Desde o surgimento dos jogos de computador, muito se tem especulado sobre os prejuízos e benefícios dos seus efeitos. Mas quais serão então os seus efeitos sobre o cérebro humano?

A umas décadas para cá, foram surgindo os jogos de computador, que desde o início tiveram opiniões controversas sobre os seus efeitos sobre o cérebro humano e sobre a psicologia dos indivíduos.

Os jogos ao longo do tempo, foram-se tornando mais realistas e ao mesmo tempo mais agressivos e violentos, exigindo cada vez mais destreza e aptidões por parte dos seus jogadores.

O senso comum, leva-nos a pensar que jogos violentos originaram comportamentos violentos, porém não é assim tão simples, nem linear. Pois utilizando um argumento da escola psicodinâmica, que põe em causa essa eventual ligação direta, é que imensos jovens e crianças jogam e estão expostos a jogos violentos, porém e apesar disso, só uma parte deles é que se torna violentos. Se fosse uma “variável” tão forte, capaz de influenciar negativamente o comportamento, não faria que todos ficassem violentos? Isso pode levantar algumas questões, sobre se será o jogo em si de desencadeia a agressividade e/ou violência, ou o jogo surge apenas como um “catalisador” que maximiza algo que o individuo já possui em seu interior?

Entre os eventuais efeitos negativos, podemos encontrar: a epilepsia, prejuízos músculo-esqueléticos, problemas de sono, alterações do metabolismo e até mesmo origem de doenças mentais. Contudo uma atividade sedentária, que não exija muito esforço físico e que o individuo esteja sozinho, horas continuadas a executa-la é explicativa de quase todos os efeitos, podendo assim estes efeitos negativos não estarem associados diretamente aos jogos de computador.

Contrariamente a estes estudos, alguns investigadores apontam para que os jogos de computador podem trazer alguns benefícios para os seus “jogadores”.

Os jogos de computador podem ser uteis ferramentas de educação, ensinando de forma atrativa e interativa. Bem como a exposição de conhecimento para possível aprendizagem. Um estudo de Durkin e Barber em 2002, afirmou também não existir consequências negativas no uso de jogos de computador, aos níveis da saúde mental, da interação familiar, abuso de substâncias, autoconceito, amizades e desobediência às autoridades. Este mesmo estudo ressalta que jogadores “pouco frequentes” tiveram resultados em todos estes níveis mais benéficos que os  “não jogadores”.

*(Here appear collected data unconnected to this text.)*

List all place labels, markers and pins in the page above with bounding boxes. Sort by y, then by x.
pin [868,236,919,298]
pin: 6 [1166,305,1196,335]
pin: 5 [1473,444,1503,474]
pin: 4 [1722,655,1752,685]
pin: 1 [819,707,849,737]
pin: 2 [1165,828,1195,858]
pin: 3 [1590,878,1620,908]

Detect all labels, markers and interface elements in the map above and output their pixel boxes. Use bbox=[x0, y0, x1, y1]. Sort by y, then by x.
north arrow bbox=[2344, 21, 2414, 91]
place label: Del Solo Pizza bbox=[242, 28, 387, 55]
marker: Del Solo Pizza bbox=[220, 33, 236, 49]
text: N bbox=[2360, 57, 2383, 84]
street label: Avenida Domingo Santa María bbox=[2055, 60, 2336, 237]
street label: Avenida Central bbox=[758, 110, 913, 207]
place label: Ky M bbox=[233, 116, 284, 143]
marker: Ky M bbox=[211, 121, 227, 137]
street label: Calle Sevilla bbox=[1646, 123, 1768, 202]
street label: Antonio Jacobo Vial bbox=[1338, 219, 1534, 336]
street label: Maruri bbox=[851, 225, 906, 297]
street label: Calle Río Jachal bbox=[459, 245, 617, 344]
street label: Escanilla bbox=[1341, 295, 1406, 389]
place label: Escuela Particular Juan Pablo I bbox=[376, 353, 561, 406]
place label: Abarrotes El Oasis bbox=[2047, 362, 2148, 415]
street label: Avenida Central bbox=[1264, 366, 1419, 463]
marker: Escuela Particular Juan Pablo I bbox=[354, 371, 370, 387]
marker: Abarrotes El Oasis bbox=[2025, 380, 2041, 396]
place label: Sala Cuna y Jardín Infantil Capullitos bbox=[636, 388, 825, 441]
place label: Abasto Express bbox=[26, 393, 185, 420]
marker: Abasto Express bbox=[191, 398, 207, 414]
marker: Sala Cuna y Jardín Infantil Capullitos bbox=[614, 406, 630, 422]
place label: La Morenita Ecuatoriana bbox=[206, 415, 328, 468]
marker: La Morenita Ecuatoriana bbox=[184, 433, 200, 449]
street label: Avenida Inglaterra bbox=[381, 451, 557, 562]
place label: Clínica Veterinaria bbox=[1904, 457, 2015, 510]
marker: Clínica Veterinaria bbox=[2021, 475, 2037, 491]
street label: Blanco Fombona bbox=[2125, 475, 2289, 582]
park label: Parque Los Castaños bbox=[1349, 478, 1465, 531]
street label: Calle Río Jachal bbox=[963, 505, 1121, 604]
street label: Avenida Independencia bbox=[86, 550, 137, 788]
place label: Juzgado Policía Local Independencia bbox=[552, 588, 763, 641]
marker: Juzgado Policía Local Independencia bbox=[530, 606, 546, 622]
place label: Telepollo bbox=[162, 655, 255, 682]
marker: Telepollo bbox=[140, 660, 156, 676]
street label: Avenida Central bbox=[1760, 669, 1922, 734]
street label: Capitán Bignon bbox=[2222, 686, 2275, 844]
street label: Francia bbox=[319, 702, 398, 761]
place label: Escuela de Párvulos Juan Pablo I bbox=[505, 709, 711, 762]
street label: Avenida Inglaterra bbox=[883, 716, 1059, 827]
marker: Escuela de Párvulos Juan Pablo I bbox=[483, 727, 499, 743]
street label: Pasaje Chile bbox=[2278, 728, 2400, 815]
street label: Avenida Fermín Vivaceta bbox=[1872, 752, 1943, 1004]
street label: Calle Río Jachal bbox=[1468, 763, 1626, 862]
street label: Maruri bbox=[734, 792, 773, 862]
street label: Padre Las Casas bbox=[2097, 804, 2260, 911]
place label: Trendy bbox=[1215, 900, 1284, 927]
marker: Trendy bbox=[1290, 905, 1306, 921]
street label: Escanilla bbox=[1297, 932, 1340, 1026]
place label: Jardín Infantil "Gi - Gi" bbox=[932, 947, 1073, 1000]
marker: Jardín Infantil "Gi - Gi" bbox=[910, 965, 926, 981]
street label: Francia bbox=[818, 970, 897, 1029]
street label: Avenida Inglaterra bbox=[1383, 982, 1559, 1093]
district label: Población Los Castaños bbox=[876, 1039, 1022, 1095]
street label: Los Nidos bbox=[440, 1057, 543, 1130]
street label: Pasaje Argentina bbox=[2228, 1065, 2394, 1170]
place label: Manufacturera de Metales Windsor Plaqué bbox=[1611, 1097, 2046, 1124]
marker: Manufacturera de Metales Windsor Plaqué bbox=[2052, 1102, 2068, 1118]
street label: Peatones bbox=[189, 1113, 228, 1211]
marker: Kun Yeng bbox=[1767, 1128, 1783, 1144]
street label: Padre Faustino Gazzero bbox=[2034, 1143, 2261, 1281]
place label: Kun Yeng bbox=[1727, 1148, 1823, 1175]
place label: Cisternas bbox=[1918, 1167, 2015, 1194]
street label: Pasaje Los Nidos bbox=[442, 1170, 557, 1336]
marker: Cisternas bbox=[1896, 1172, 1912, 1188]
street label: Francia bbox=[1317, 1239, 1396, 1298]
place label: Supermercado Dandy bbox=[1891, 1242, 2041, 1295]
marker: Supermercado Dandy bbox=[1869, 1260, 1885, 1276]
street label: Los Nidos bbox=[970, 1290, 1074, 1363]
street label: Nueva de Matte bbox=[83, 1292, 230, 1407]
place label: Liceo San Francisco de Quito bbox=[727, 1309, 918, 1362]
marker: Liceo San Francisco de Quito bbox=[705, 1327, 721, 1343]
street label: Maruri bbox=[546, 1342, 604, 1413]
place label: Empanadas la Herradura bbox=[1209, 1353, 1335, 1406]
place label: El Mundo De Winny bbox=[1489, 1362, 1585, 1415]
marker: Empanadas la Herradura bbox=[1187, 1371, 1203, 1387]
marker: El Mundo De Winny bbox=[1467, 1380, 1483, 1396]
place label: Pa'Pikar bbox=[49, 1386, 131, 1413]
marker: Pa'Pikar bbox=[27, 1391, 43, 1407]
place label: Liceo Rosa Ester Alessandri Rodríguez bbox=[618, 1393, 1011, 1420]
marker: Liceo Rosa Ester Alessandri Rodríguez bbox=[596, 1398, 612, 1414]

Entre os benefícios encontrados em outros estudos, podemos nomear, benefícios na memória, na concentração e atenção, além de alterações benéficas ao nível da neurofisiologia cerebral, especificamente na área pré-frontal. Podem-se destacar também benefícios nas habilidades visual/espaciais, uteis na motivação para outras atividades e mesmo na socialização.

Em relação aos jogos violentos, existem estudos que afirmam que, estes mesmos jogos, podem ser considerados uma catarse, isto é, um modo “pacífico” de canalizar a sua agressividade, tornando-se consequentemente um atenuador da agressividade.

E você, o que acha dos jogos de computador?